SHAAP examined policies and practices related to young people, alcohol and sport, and engaged with 36 federations to find that only two – those established for aquatics events and the luge – have banned marketing and sponsorship by the alcohol industry.
The FYFA project is supported by eight NGO partners from seven EU countries – the UK, Italy, Belgium, Poland, Romania, Finland and Slovenia.
Dr Briege Nugent, SHAAP’s lead researcher, says: “The federations are certainly clear that sport can be a positive influence in young people’s lives. However, they haven’t really thought about how that is contradicted by the exposure of young people to alcohol marketing in sporting contexts. That’s really not okay.”
Dr Eric Carlin, SHAAP Director, says: “This project provides the opportunity to explore at international, national and local levels how alcohol companies have insinuated themselves into what should be positive health-promoting contexts in sport.

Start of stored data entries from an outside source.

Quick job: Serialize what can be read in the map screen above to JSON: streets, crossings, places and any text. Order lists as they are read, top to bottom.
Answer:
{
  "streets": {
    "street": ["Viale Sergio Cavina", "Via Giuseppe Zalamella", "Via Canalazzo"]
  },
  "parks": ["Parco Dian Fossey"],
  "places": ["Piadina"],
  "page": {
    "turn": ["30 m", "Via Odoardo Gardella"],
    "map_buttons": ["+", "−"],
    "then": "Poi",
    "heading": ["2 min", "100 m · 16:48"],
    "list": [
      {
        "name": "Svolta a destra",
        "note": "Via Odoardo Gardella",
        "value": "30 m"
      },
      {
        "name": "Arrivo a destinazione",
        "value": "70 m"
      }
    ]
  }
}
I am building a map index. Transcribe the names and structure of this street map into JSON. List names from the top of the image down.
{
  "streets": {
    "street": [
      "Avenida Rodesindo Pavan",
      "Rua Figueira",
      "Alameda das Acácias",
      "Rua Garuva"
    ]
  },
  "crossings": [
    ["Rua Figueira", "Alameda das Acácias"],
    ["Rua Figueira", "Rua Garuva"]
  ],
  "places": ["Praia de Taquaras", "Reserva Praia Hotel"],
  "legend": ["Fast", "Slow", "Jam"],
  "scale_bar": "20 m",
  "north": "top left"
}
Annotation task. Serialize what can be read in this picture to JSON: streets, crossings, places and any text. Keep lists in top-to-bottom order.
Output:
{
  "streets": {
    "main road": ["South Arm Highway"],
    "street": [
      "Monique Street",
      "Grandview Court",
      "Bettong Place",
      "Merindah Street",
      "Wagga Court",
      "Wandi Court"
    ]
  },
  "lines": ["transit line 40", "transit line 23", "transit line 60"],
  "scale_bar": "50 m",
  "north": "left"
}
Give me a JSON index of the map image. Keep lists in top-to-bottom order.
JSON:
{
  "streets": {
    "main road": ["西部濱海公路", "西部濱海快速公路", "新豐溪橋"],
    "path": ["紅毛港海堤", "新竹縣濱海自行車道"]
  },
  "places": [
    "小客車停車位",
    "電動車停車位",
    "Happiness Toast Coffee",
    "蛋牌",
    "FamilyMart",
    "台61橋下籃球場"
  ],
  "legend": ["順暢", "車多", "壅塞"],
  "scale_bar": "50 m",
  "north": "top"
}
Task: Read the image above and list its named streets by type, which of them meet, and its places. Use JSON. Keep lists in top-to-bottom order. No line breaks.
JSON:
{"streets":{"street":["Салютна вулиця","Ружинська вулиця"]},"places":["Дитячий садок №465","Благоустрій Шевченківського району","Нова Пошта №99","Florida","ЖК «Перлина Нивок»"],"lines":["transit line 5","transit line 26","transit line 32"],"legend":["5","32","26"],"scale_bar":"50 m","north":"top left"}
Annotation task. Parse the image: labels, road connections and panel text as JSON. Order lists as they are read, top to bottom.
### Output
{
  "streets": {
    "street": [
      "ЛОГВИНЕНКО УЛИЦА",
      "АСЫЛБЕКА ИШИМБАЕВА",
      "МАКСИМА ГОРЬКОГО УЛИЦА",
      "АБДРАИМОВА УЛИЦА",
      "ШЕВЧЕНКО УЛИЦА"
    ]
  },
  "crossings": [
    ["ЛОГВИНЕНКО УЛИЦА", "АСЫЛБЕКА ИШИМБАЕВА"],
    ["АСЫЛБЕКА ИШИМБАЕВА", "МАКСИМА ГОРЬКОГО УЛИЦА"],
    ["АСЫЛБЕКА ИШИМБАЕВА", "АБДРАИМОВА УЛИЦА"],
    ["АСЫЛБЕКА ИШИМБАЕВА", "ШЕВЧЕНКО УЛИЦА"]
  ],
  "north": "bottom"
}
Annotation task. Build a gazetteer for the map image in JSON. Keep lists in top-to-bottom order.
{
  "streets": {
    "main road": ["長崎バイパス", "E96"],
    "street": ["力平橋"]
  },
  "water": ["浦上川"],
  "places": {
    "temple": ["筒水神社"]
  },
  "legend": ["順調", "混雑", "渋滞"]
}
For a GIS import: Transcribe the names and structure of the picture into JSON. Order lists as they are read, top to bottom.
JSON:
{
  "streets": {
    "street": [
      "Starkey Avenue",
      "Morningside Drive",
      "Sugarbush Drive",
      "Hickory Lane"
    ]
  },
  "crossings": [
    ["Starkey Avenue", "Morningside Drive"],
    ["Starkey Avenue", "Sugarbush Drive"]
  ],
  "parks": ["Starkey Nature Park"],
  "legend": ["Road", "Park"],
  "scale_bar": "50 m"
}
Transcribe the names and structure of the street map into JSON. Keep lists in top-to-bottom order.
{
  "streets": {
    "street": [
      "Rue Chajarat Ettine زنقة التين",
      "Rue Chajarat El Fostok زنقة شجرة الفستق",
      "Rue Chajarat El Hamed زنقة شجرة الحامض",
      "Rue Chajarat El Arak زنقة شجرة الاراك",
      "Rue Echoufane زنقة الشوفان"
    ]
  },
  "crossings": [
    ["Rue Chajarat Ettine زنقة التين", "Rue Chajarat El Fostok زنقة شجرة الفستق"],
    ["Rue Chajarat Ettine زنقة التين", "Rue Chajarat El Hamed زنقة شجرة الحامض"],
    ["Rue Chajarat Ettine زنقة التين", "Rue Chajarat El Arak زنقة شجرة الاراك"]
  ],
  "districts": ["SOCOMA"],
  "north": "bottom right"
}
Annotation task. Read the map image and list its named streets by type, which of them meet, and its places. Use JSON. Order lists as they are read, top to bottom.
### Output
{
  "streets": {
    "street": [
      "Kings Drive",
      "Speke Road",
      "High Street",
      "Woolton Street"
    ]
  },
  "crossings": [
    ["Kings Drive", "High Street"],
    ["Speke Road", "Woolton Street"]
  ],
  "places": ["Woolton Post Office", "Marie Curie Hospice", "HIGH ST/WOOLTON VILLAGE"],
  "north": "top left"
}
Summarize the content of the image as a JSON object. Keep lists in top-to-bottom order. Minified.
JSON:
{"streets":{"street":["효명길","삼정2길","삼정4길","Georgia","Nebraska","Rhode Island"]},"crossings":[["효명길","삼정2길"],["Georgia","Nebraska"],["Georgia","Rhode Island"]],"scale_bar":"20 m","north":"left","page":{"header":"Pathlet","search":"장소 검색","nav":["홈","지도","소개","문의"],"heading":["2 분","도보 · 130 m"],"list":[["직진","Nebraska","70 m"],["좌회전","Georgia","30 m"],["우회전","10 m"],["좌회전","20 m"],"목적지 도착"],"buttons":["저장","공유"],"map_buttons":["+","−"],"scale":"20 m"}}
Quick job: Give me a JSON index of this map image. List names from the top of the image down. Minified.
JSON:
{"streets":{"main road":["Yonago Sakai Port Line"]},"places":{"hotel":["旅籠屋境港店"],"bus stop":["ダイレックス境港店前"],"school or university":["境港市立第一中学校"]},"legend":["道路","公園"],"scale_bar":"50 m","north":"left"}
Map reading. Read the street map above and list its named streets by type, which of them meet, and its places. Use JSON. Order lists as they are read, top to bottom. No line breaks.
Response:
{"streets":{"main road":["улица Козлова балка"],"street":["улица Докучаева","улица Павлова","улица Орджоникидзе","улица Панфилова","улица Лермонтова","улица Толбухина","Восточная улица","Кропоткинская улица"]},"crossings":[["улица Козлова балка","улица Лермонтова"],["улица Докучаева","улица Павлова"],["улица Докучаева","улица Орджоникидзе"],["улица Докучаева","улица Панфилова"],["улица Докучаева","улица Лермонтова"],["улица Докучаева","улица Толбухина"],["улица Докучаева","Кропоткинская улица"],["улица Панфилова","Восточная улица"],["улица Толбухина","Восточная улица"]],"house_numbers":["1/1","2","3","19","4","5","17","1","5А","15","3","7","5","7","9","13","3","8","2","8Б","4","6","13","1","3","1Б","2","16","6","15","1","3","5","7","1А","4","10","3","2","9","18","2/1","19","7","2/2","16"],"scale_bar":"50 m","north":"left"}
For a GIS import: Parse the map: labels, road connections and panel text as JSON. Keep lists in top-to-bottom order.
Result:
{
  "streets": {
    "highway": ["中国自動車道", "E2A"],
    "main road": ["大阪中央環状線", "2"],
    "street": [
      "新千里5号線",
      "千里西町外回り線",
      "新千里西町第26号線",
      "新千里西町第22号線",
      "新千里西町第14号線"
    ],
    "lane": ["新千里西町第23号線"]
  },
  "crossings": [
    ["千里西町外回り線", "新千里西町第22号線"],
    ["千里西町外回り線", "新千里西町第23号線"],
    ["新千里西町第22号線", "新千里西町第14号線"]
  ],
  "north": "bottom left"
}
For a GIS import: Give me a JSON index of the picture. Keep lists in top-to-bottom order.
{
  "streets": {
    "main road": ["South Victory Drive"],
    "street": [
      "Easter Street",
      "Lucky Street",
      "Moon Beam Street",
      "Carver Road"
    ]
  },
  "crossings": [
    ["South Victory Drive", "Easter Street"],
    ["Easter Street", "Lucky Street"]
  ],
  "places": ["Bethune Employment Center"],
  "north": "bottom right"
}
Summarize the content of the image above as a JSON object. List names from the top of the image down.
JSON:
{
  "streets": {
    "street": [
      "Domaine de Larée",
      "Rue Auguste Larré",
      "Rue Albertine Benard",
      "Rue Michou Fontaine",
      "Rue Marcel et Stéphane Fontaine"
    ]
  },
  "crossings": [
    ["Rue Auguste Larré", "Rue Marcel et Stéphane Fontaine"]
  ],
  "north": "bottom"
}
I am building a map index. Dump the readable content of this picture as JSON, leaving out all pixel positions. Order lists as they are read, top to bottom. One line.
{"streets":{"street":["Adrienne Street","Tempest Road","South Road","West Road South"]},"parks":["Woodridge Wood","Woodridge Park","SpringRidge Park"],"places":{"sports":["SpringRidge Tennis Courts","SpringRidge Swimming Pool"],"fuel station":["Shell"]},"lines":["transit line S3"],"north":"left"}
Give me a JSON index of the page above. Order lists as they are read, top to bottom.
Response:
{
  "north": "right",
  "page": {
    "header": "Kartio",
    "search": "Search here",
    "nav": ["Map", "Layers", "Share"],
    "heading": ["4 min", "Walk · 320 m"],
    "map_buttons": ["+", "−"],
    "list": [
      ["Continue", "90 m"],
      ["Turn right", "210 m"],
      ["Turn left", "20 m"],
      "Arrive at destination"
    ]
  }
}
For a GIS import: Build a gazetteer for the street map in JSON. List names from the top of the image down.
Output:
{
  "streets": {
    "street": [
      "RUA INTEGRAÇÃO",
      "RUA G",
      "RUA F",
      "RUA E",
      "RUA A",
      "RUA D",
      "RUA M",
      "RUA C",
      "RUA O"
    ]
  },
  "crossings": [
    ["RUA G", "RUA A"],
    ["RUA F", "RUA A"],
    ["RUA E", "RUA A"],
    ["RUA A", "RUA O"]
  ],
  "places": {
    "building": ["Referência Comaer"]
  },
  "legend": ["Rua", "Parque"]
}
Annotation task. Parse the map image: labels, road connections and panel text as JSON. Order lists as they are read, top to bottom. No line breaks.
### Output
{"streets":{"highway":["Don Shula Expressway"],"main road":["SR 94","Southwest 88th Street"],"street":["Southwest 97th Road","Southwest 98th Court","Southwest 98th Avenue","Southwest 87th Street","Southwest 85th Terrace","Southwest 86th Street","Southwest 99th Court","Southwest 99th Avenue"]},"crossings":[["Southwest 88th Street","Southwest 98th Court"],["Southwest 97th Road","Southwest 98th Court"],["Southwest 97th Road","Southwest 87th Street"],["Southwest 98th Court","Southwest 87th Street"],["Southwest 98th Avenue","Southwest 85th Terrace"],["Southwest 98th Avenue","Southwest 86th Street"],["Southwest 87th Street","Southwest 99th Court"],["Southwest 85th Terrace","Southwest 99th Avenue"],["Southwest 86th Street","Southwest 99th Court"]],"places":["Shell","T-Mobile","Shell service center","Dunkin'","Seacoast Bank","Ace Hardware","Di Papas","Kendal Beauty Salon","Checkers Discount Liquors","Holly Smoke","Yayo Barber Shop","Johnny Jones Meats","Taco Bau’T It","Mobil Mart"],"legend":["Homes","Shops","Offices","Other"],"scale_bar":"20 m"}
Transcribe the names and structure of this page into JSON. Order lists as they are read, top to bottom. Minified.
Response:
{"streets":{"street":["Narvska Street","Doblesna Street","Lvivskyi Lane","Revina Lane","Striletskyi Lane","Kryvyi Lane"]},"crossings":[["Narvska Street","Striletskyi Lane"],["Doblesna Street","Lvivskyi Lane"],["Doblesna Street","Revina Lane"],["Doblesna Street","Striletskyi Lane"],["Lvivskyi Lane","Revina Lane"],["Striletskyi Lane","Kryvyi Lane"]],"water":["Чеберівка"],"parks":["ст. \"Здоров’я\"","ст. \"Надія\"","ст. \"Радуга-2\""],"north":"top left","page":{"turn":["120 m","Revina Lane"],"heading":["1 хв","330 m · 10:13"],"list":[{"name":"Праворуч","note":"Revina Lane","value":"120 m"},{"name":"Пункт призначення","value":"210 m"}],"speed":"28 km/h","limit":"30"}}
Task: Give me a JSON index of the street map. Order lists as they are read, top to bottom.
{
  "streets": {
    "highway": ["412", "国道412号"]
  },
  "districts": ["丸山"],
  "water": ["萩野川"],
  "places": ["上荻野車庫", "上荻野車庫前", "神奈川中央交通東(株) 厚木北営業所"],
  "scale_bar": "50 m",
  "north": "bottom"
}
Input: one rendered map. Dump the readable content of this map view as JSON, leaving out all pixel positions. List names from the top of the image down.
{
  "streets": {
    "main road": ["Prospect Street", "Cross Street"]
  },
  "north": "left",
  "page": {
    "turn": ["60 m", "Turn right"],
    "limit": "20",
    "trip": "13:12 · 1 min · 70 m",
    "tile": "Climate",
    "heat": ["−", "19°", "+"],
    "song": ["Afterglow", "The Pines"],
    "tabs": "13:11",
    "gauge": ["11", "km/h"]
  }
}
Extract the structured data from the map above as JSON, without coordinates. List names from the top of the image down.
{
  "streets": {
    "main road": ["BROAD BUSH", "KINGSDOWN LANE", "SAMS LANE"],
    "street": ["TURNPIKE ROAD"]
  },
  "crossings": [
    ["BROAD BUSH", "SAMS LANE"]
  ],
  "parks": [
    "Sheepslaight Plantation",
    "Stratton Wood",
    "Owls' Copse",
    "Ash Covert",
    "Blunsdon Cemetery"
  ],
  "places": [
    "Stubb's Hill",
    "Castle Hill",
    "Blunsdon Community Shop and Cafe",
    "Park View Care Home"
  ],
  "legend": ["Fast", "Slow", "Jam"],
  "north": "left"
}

“This is especially the case in traditionally ‘masculine’ sports, such as football and rugby, with the idea that there’s something ‘natural’ about the affinity between sport and alcohol. Of course that’s absolute rubbish, although it’s an idea that’s been hyped by alcohol companies.
“However, it is being challenged and one of the areas of brightness from the public health perspective is the strong lead given by Scottish Women’s Football, whom we’re proud to partner with, making clear that promoting alcohol and unhealthy commodities should have no place in contemporary sporting contexts.
“Scottish Women’s Football has vowed never to accept sponsorship from alcohol, gambling or fast food companies.”
Carlin observes that the alcohol industry has been adept at circumventing policies, such as the Loi Évin in France, which aim to prohibit or limit alcohol marketing in sports. Using strategies – including what has been dubbed “alibi” marketing, where alcohol companies avoid using brand names – they can still communicate images which people recognise as being associated with their brand, through colours, typefaces and the use of familiar catchphrases.
The objective, of course, is to continue the alcohol-sport association, undermining health-focused regulatory attempts.
Another part of the research is being led by the Italian body Istituto Superiore di Sanita and includes interviews with key stakeholders in the global sporting industry, such as governments and national clubs, to find out if alcohol marketing and sport is of concern to them, to help identify good practice and to make evidence-based recommendations for improvement.
The FYFA research also includes working with local sports clubs to find out what’s going on there and also to ask young people themselves what they think about alcohol and sport.
To this end, SHAAP is interviewing staff and young members of Spartans Community Football Academy, a social enterprise based in Edinburgh.
Nugent says: “The whole idea of this part of the research is to really hear directly from the young people – and believe me, they can be very eloquent, passionate and persuasive in their arguments.
“What’s struck me in particular, so far, is that young people really take the issue of safety seriously and they really want to be safe if they are in contexts where alcohol is available and consumed, whether by themselves or others.
“Therefore, health promoting bodies and sports federations need to promote strategies that help to keep young people safe.”
Nugent adds: “To me, it is strange that they do all this good work on one hand, yet they don’t get the irony that alcohol marketing in sporting contexts is undermining these efforts.”
SHAAP’s international review was the first part of a three-stage project launched in October 2017 to identify good practice around Europe, before publishing its findings and recommendations as part of a conference scheduled for August 2020.
Last week, FYFA held an international meeting in Warsaw, to share initial findings and receive feedback from experts from across Europe. These discussions will help guide the next stages of the project and shape the final reports.
FYFA will highlight the ways in which sport can be a powerful tool in promoting healthy lifestyles and can help reduce alcohol-related harm.